Gfx measurements provide a real-time measurement response, unaffected by background gases, and the technique is virtually immune to obscuration of the optics. This prevents sensor drift, reducing calibration frequency.

Case study

Servomex was selected by Jiaxing Petrochemical Co. Ltd to supply a complete analyser system for the second-phase development of its PTA production facility in Zhejiang province, China.

The plant was supplied with three SERVOTOUGH Oxy 1900 paramagnetic O2 analysers and three SERVOTOUGH SpectraExact 2500 IR gas analysers, all integrated into a bespoke analyser house.

The SERVOTOUGH Oxy 1900 uses paramagnetic O2 sensor technology to deliver accurate and stable measurements of O2. With a resilient enclosure for its transmitter unit, the analyser is optimised for hazardous applications including safety-critical oxidation, and meets Zone 1/Division 1 hazard ratings. A heated sample gas compartment improves measurement performance, while the non-depleting measurement technique means the analyser requires minimal calibration, ensuring a long lifetime of ownership and low maintenance costs.
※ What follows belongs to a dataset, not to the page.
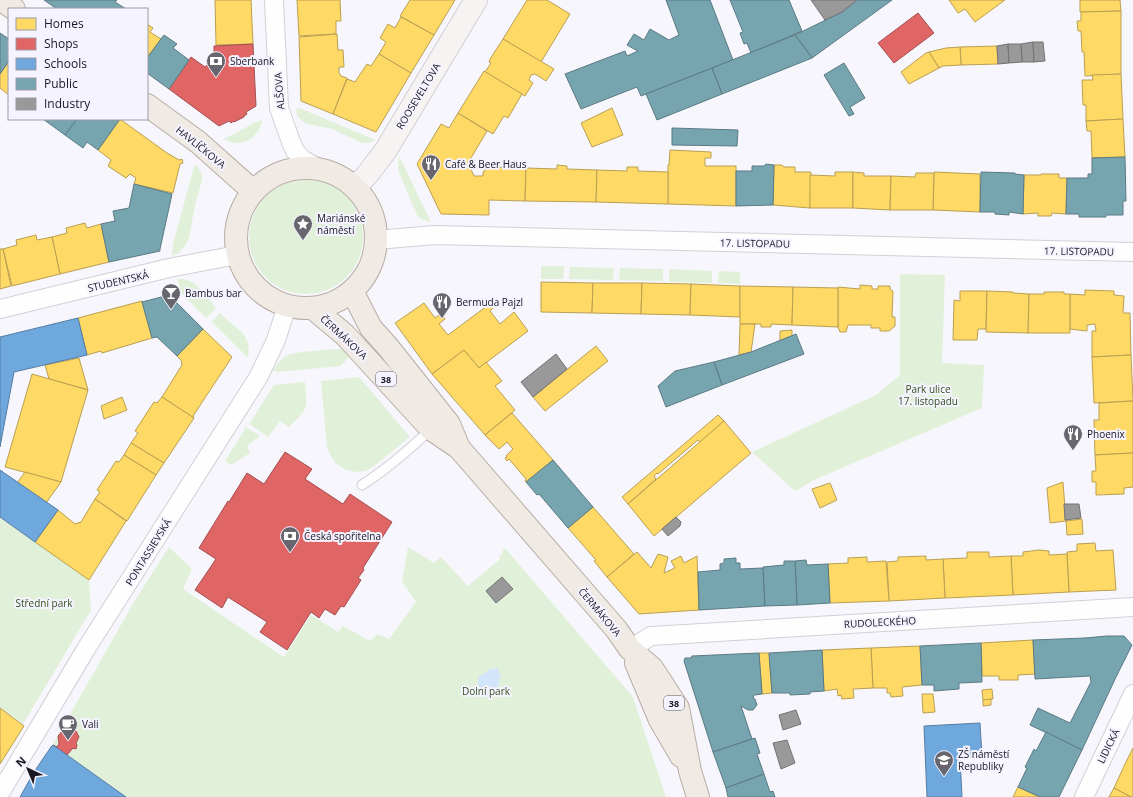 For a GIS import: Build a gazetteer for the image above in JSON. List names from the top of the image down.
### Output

Combining gas filter correlation and IR sensing technologies, the SERVOTOUGH SpectraExact 2500 analyser is designed for a wide range of demanding process applications. Its robust sample cell is separated from the electronics, and is heated with solvent-resistant O-rings and calcium fluoride windows, making it suitable for the high-temperature, acidic environments encountered in PTA production.

For 2022, Servomex is releasing a new SpectraExact 2500, which will have upgraded electronics and a new user interface consistent with existing products in the company’s industrial process and emissions range. The all-digital design will have ATEX hazardous area certification (pending) and other global certifications.

Jiaxing Petrochemical Co. Ltd selected these analysers because of their strong track records in delivering accurate, stable results in challenging environments, such as those found in PTA production.

Servomex had also supplied a gas analysis system for the first phase of the Zhejiang project, and the reliability of this existing system – along with the service support offered in China – were major factors in the company being selected for the next stage of the development.

Conclusion

PTA plants require a comprehensive gas analysis solution, with project management from design to installation and commissioning.

To meet individual plant requirements for gas analysis, this may range from O2 sampling and analysis for quality and safety in the oxidation reactor, through to a complete solution for the plant that encompasses CO2 and CO process control analysis, combustion control and continuous emissions monitoring.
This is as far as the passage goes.